Los besos del Doctor siempre habían conseguido transportarla a un mágico mundo de sensaciones pero en esta ocasión los sonidos del bosque se convirtieron en música y la luz del sol que se filtraba entre los árboles resplandeció en brillantes colores que bailaban ante sus ojos.
Dejándose llevar por la pasión, el Doctor empezó a desabrochar el pijama de Rose, le temblaban las manos, estaba muy nervioso pero después de varios intentos, que provocaron la risa de ella, consiguió su objetivo.
Rose inclinó la cabeza con un gesto infantil y pícaro. Ella le miró fijamente y un rubor afluyó a sus mejillas y, de nuevo, él la besó. Mientras sus manos se perdían en su cuerpo provocando una suave sucesión de gemidos que en los oídos del Doctor sonaron como besos.
Colocó su gabardina sobre el suelo, no quería que ella se lastimara, y levantándola en brazos mientras se perdían en un profundo beso fue bajando hasta dejarla tumbada sobre la gabardina. Rose fue desabrochando la chaqueta, la camisa y después introdujo la mano en los pantalones y él dejo escapar un suspiro que le impulsó a buscar su cálida boca sintiendo que el deseo le invadía todo el cuerpo.
Completamente desnudos el Doctor se inclinó sobre ella, le separó las piernas y le acarició los muslos, el cuerpo de Rose se estremeció, cuando su mano encontró su sexo y acariciándolo con suavidad hasta que ella levantó las caderas, arqueando la espalda. A la vez él le lamía el cuello hasta llegar a sus pechos que acariciaba con la lengua bajando hasta su sexo. Rose forcejeaba, se sonrojaba y gemía arqueándose de nuevo.
Entonces él se colocó encima y lentamente introdujo su órgano en ella, sus piernas se enredaron en una dulce tenaza de pasión y sintió como se estremecía con un deseado placer casi olvidado. Desde que ella desapareció no había compartido con nadie aquellos tiernos momentos y ahora que había vuelto a encontrarla se sentía vivo de nuevo.

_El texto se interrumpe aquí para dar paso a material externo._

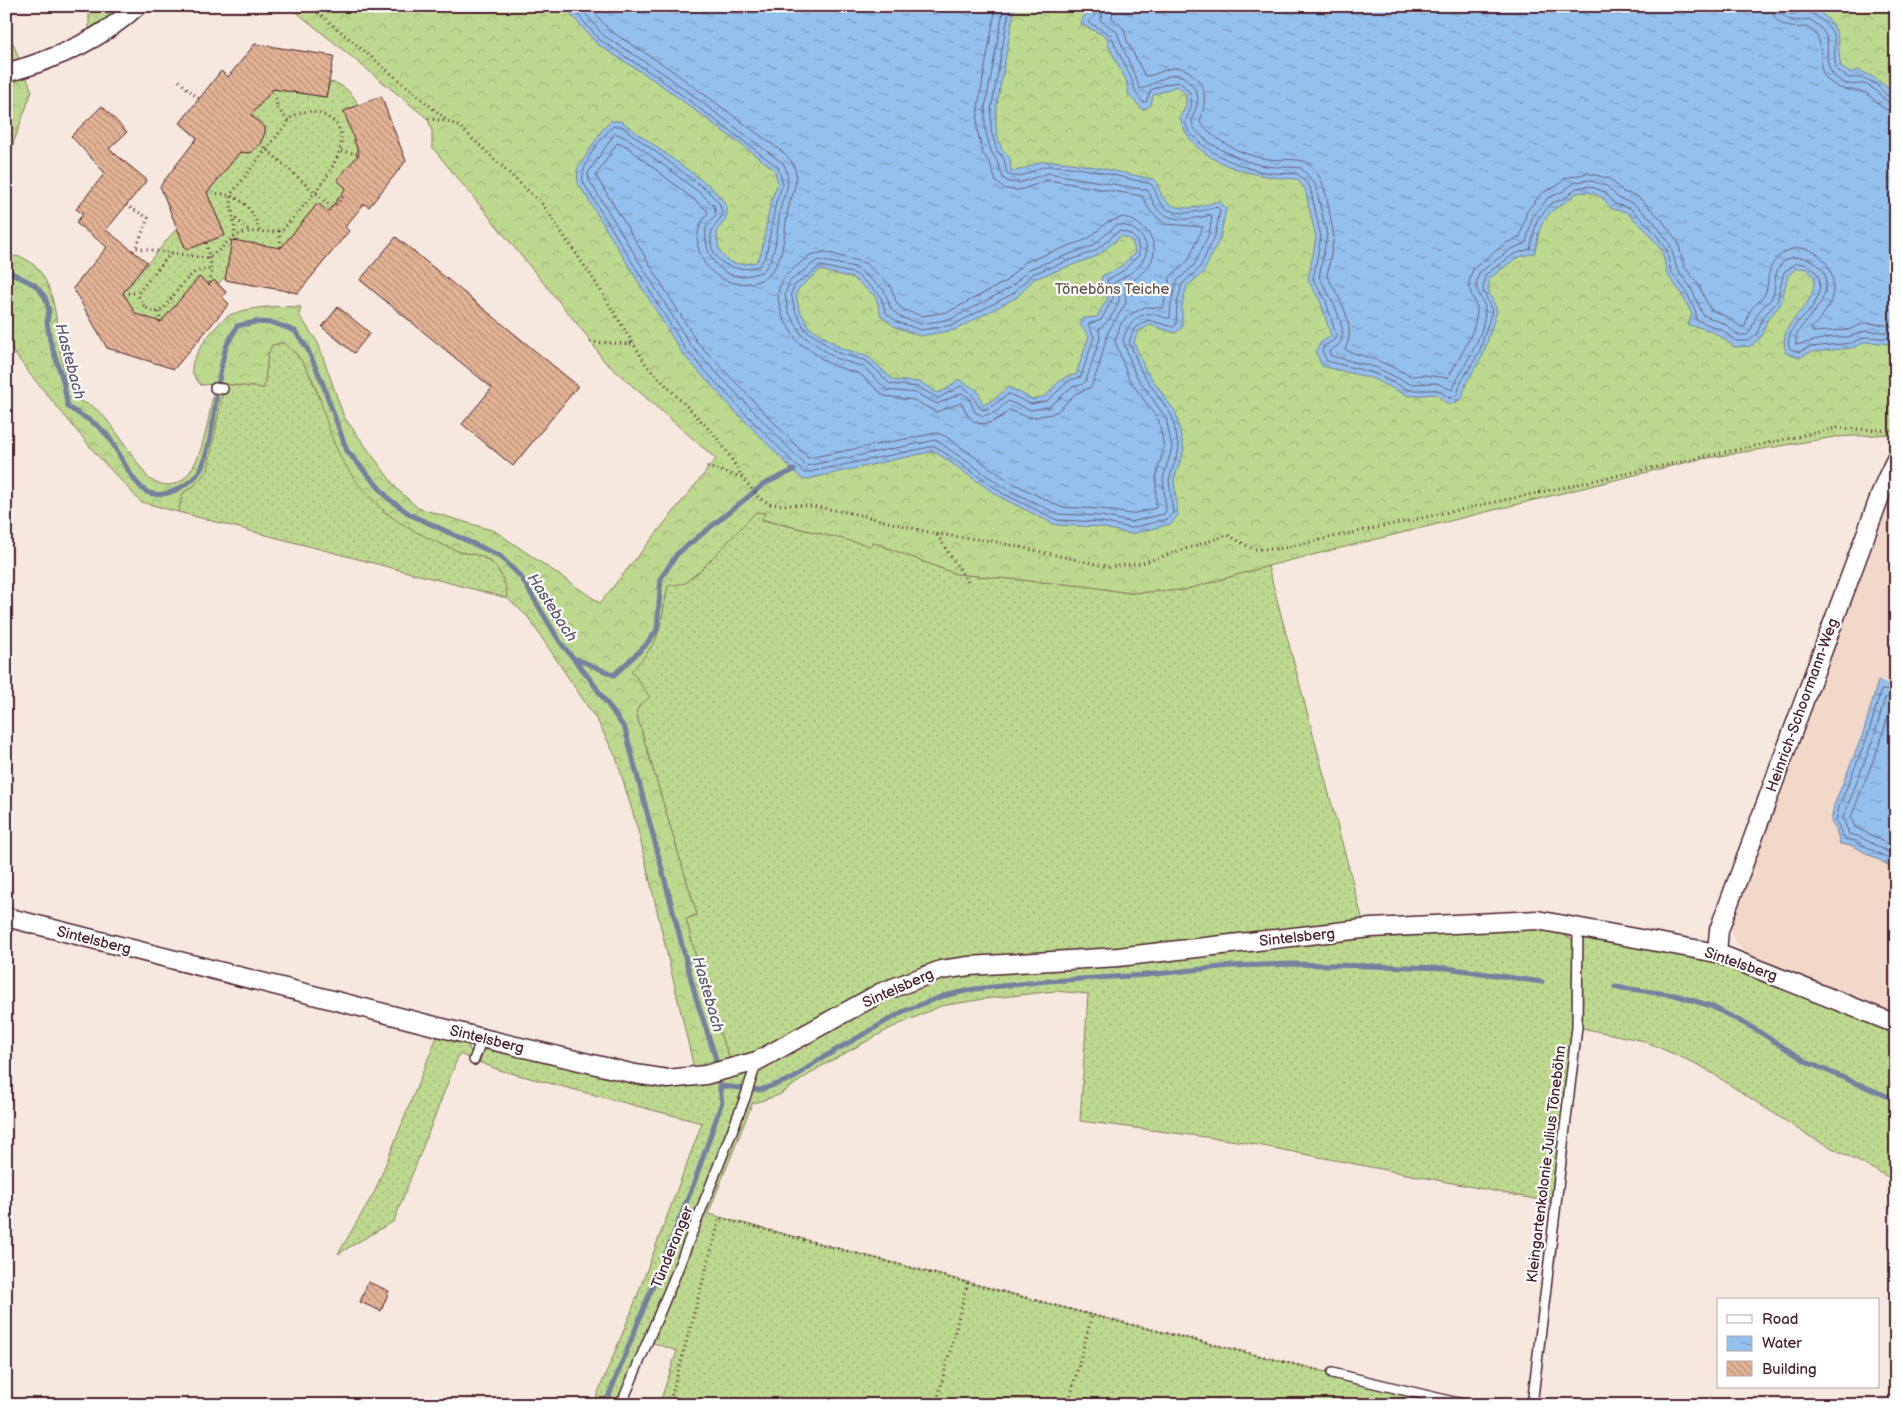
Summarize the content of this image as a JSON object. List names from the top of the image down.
{
  "streets": {
    "street": ["Heinrich-Schoormann-Weg", "Sintelsberg"],
    "lane": ["Kleingartenkolonie Julius Töneböhn", "Tünderanger"]
  },
  "crossings": [
    ["Heinrich-Schoormann-Weg", "Sintelsberg"],
    ["Sintelsberg", "Kleingartenkolonie Julius Töneböhn"],
    ["Sintelsberg", "Tünderanger"]
  ],
  "water": ["Hastebach"],
  "parks": ["Töneböns Teiche"],
  "legend": ["Road", "Water", "Building"]
}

Luego se quedaron quietos, con sus cuerpos entrelazados y con los ojos cerrados, respirando profundamente, mientras recuperaban el aliento uno en brazos del otro. El Doctor se dio cuenta que Rose se había quedado dormida, y se quedo absorto observando sus encantadores rasgos enmarcados por su cabello rubio, la veía mientras yacía junto él dormida y relajada, como un ángel bajado del cielo para visitarle en la tierra.
Habían pasado varias horas y todavía seguían en el bosque. Rose abrió los ojos lentamente, se sentía descansada y al ver que el Doctor la estaban mirando le sonrió dulcemente. Por un momento creyó que estaba soñando otra vez, pero el Doctor se acercó y le depositó un beso que la dejó sin aliento.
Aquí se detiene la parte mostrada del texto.